Required action:
Look through the listing and report every line that has "white" in it.

════

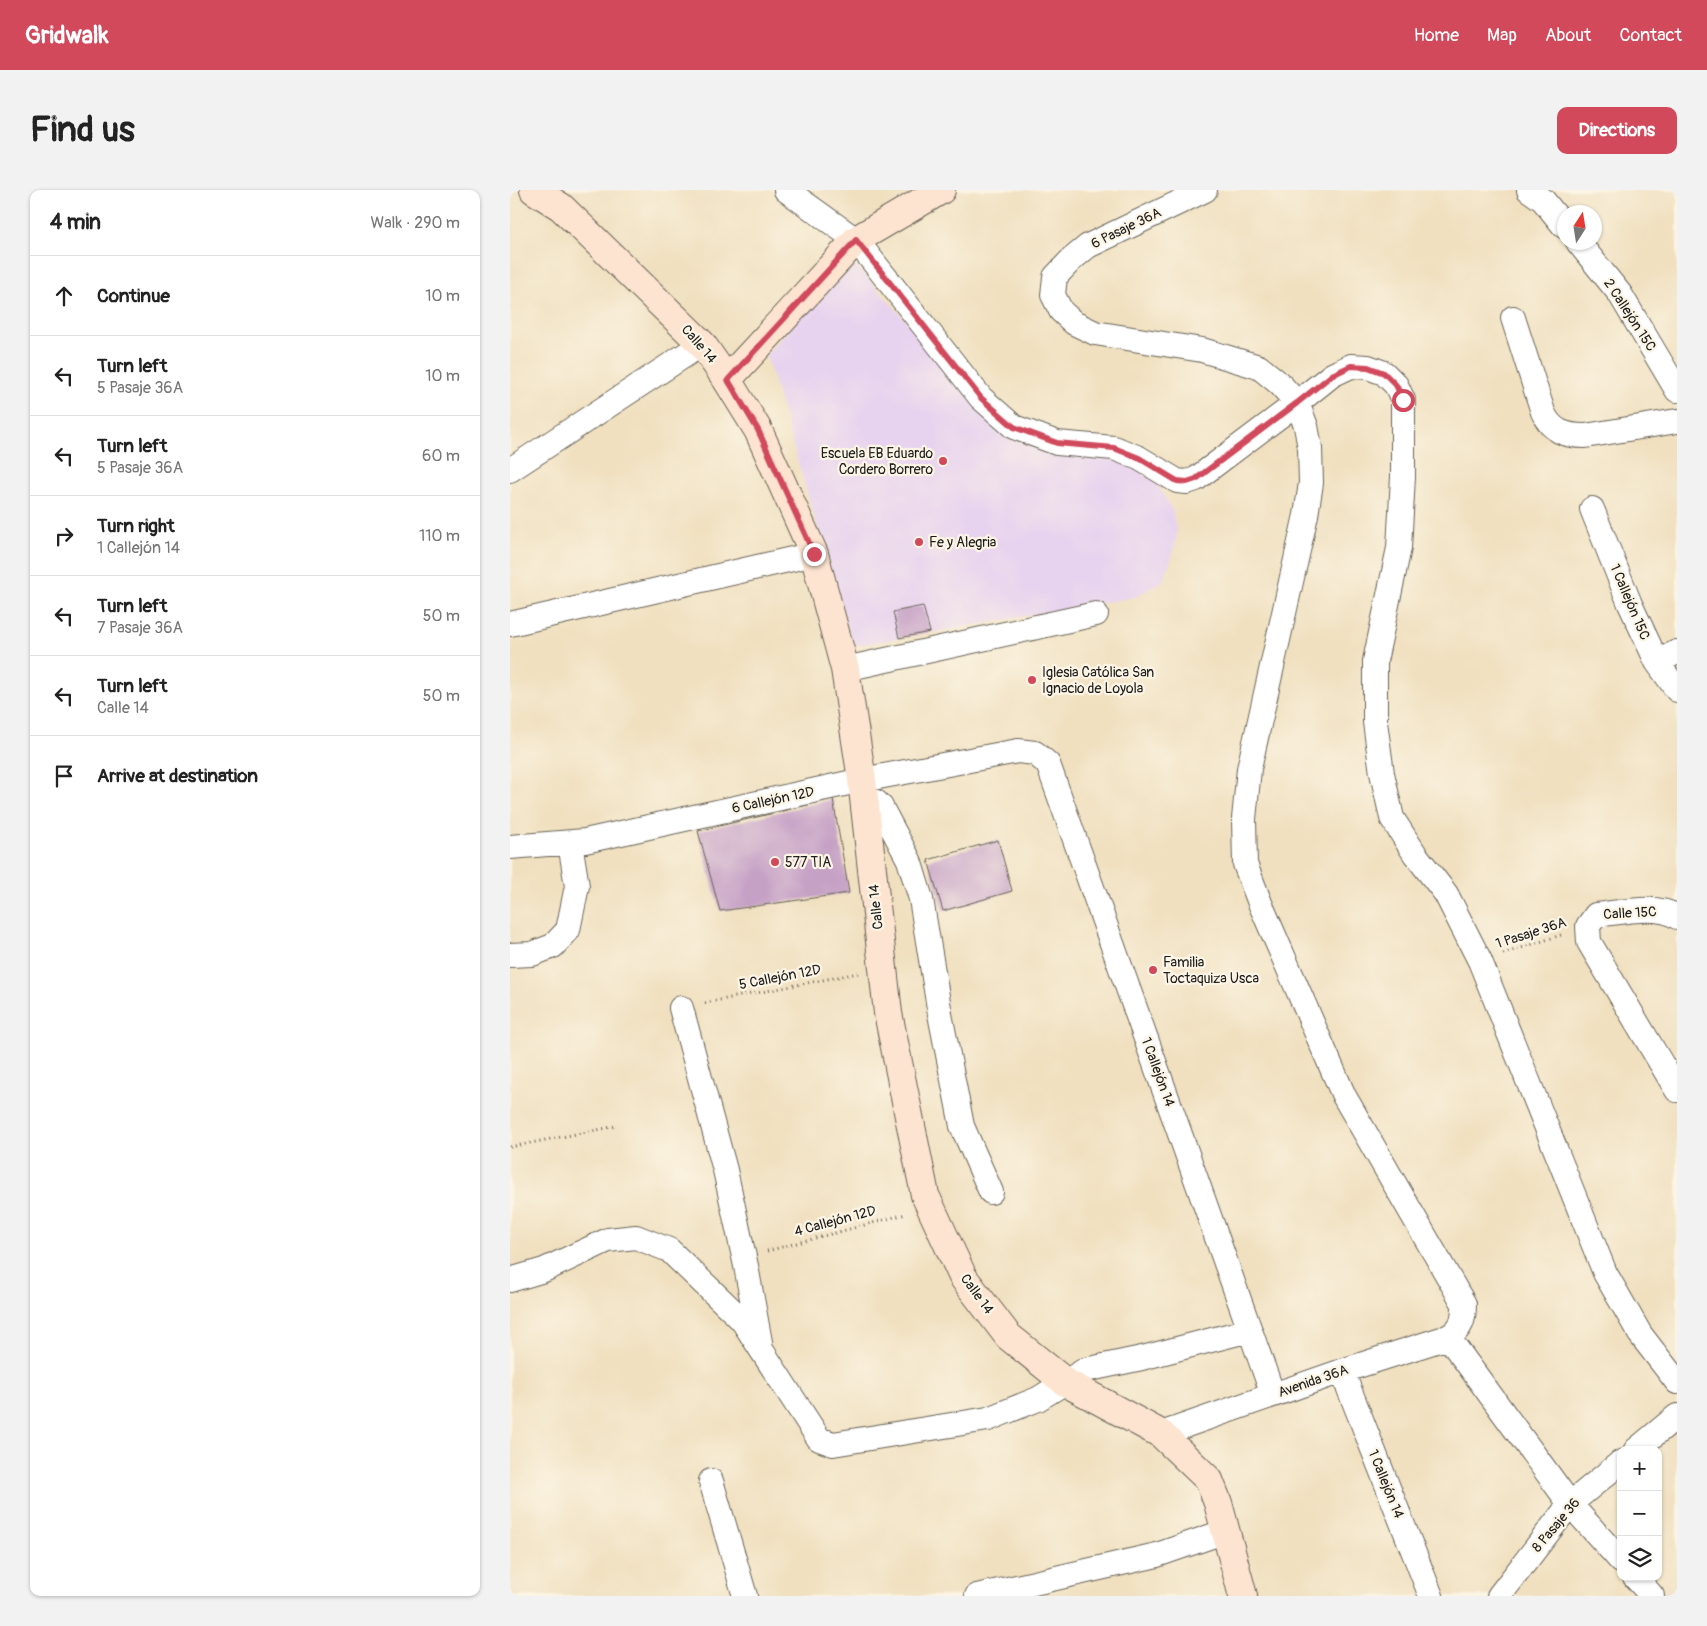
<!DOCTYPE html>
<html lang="en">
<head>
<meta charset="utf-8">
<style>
	:root { --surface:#fff; --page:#f2f2f2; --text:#222; --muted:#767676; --line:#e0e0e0; --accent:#d1495b }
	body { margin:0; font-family:Pangolin,sans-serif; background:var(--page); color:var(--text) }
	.controls { position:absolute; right:15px; bottom:15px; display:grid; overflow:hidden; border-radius:10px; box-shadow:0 1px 4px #0004 }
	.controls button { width:45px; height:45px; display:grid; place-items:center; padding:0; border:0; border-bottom:1px solid var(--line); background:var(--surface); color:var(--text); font:25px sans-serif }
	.compass { position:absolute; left:1047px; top:15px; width:45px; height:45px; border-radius:50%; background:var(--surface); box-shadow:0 1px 4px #0004; rotate:12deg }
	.stop { position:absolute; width:15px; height:15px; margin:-11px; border:4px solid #d1495b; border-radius:50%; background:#fff }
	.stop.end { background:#d1495b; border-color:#fff; box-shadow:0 1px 5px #0008 }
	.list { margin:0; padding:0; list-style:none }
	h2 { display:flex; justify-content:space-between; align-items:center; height:65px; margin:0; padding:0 20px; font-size:21px }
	h2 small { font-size:16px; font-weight:400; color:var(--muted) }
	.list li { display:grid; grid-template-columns:32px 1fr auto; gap:15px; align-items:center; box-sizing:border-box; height:80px; padding:0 20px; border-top:1px solid var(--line) }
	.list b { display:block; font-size:19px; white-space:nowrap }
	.list p { margin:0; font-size:16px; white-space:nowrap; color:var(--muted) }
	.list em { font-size:16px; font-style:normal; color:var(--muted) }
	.icon { flex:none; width:28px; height:28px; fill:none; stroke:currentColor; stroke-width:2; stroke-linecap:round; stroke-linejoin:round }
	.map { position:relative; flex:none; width:1167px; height:1406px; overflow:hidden; border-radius:10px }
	header { display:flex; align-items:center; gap:30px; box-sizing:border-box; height:70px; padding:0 25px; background:var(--accent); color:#fff }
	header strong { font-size:24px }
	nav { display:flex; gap:28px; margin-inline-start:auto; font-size:18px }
	.intro { display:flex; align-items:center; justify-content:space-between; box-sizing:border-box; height:120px; padding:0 30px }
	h1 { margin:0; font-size:35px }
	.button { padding:12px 22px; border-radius:10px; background:var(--accent); color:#fff; font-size:18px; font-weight:700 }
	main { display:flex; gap:30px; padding:0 30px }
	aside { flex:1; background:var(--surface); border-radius:10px; box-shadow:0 1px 4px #0004 }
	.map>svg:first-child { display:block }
	.built { fill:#e7d2ef }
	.building { fill:#c6a1c6 }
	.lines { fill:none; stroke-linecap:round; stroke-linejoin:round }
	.street-casing { stroke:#666155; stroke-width:26 }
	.secondary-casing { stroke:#666155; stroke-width:30 }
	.path { stroke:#666155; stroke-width:3; stroke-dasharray:1 4; stroke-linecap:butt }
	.street { stroke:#fff; stroke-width:24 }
	.secondary { stroke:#fde4d0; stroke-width:28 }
	.route { stroke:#d1495b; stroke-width:6 }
	.poi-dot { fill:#d1495b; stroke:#fcf5e5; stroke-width:2 }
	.labels { text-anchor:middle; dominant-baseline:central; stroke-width:4.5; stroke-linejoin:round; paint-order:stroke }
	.street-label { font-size:14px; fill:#1c1c1c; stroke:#fcf5e5 }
	.poi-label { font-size:14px; fill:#1c1c1c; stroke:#fcf5e5; text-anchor:start }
</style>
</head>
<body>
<header>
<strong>Gridwalk</strong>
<nav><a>Home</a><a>Map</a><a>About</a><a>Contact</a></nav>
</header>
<div class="intro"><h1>Find us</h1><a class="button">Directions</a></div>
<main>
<aside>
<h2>4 min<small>Walk · 290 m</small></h2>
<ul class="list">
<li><svg class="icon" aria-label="ahead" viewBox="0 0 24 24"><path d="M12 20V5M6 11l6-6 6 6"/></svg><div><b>Continue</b></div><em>10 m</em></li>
<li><svg class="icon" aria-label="left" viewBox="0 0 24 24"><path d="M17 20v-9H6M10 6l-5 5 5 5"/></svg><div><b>Turn left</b><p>5 Pasaje 36A</p></div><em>10 m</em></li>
<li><svg class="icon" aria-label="left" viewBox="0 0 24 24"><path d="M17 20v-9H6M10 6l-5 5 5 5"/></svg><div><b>Turn left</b><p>5 Pasaje 36A</p></div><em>60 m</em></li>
<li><svg class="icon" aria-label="right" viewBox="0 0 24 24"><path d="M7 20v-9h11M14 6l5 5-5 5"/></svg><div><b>Turn right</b><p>1 Callejón 14</p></div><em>110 m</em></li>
<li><svg class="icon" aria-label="left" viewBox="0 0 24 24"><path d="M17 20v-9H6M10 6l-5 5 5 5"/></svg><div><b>Turn left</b><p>7 Pasaje 36A</p></div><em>50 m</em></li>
<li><svg class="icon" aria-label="left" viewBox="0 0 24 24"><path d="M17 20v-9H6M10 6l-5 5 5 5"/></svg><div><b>Turn left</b><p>Calle 14</p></div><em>50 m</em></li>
<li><svg class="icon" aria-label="arrive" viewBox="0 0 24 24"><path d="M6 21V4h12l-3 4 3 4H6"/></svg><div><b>Arrive at destination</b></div></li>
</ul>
</aside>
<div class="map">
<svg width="1167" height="1406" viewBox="0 0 1167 1406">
	<rect width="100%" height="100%" fill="#fcf5e5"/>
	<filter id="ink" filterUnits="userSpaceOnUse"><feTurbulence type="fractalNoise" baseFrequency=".02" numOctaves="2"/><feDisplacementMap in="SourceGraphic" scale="10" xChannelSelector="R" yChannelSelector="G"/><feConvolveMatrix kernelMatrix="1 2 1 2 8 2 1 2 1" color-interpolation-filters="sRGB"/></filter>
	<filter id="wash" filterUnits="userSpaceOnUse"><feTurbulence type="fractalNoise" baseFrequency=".0096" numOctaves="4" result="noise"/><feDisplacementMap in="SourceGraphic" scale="20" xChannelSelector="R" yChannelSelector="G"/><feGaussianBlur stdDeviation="1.12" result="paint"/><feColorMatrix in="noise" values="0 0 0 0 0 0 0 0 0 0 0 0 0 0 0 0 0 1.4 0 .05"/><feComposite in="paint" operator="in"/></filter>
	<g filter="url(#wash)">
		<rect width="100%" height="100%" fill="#f0e0c0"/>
		<!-- built -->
		<path class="built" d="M340,69L503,248L589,265L622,277L647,293L662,320L667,343L663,364L653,391L625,407L343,456L256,165Z"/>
		<g id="blocks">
			<!-- building -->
			<path class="building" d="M413,416L420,442L389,448L383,422Z
				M323,609L339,703L210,721L188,641Z
				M488,650L502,701L433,721L418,670Z"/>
		</g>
	</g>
	<g filter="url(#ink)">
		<use href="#blocks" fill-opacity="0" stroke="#666155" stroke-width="1"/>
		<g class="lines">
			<defs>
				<path id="street" d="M276,0L346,50L471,208L504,237L547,253L604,258L629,268L667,291L677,292L686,289L787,213L822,185L841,176L858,177L874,183L886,195L893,210V287L889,358L865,471V532L872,583L882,628L905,664L936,704L970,771L1095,1083L1130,1144L1167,1192
					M1019,0L1033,10L1054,36
					M1068,52L1110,104L1167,200
					M1003,128L1033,222C1041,241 1055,246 1075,246L1167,231
					M0,280L192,154
					M1082,319L1120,414L1147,472L1167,500
					M0,434L304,364
					M1147,472L1167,462
					M335,479L586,424
					M354,607L366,612L371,617L399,670L411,709L430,824L452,936L481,1002
					M0,657L75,651L352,590L508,561L525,563L538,574L763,1205
					M1167,727C1149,713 1107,723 1086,725L1078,736L1079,752L1167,900
					M0,765L22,764L43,756L58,740L67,696L60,653
					M171,818L215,980L236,1076L250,1152
					M0,1090L34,1080L98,1050L126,1047L159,1060L232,1130L309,1249L323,1254L478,1229L528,1209L575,1180L632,1168L740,1140
					M938,1147L1060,1314L1111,1371
					M832,1181L921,1406
					M651,1244L832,1181L938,1147C952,1139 954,1129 954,1114L834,906L750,713L735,674L734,629L739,579L796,325L801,293L800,258L796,236L787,213L770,194L749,177L692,160L585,143L564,133L551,121L543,105L545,87L561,70L578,56L695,0
					M1126,1260L1167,1226
					M201,1291L235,1406
					M1125,1387L1142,1406
					M467,1406L647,1365L716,1341
					M989,1406L1060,1314L1111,1272"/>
				<path id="secondary" d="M24,0L51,17L192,154L217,190L248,240L304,364L335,479L352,590L378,823L415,1005L453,1087L498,1146L555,1192L651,1244L699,1290L708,1313L733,1406
					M217,190L346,50L431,0"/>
			</defs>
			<!-- street casing -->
			<use href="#street" class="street-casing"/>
			<!-- secondary casing -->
			<use href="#secondary" class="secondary-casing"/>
			<!-- path -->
			<path class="path" d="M993,764L1054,744
				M195,813L348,783
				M0,957L107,936
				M257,1061L396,1024"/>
			<!-- street -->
			<use href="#street" class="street"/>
			<!-- secondary -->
			<use href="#secondary" class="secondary"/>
		</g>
	</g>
	<g class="lines" filter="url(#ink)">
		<!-- route -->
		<path class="route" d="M304,364L248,240L218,190L346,50L471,208L504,237L547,253L604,258L629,268L667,291L677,292L686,289L787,213L822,185L841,176L858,177L874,183L886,195L893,210"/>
	</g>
	<!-- markers -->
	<g class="poi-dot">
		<circle cx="433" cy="271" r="5"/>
		<circle cx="409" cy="352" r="5"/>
		<circle cx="522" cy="490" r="5"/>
		<circle cx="265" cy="672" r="5"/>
		<circle cx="643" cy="780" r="5"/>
	</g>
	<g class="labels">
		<!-- street labels -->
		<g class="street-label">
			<text transform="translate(616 38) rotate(-26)">6 Pasaje 36A</text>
			<text transform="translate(1120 125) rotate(57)">2 Callejón 15C</text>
			<text transform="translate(189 154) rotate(49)">Calle 14</text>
			<text transform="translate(1120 412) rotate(67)">1 Callejón 15C</text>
			<text transform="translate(263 610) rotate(-12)">6 Callejón 12D</text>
			<text transform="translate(366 717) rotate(-96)">Calle 14</text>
			<text transform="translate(1120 723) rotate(-3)">Calle 15C</text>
			<text transform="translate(1021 743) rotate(-18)">1 Pasaje 36A</text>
			<text transform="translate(270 787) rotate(-11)">5 Callejón 12D</text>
			<text transform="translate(648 882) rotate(70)">1 Callejón 14</text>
			<text transform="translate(325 1031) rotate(-15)">4 Callejón 12D</text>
			<text transform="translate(467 1104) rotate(54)">Calle 14</text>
			<text transform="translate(803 1191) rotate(-19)">Avenida 36A</text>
			<text transform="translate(876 1294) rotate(68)">1 Callejón 14</text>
			<text transform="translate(1046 1335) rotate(-50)">8 Pasaje 36</text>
		</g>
		<!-- poi labels -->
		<g class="poi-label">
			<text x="423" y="263" text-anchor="end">Escuela EB Eduardo<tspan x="423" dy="16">Cordero Borrero</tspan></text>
			<text x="419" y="352">Fe y Alegria</text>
			<text x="532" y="482">Iglesia Católica San<tspan x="532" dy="16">Ignacio de Loyola</tspan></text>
			<text x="275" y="672">577 TIA</text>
			<text x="653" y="772">Familia<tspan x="653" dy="16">Toctaquiza Usca</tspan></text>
		</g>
	</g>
</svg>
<div class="controls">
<button>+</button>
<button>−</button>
<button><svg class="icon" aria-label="layers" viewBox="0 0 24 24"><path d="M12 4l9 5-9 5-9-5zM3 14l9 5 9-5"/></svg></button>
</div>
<svg class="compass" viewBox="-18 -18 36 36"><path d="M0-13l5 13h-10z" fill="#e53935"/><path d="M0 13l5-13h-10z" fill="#767676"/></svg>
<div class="stop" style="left:893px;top:210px"></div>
<div class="stop end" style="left:304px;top:364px"></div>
</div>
</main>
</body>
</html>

════

Solution:
	.list b { display:block; font-size:19px; white-space:nowrap }
	.list p { margin:0; font-size:16px; white-space:nowrap; color:var(--muted) }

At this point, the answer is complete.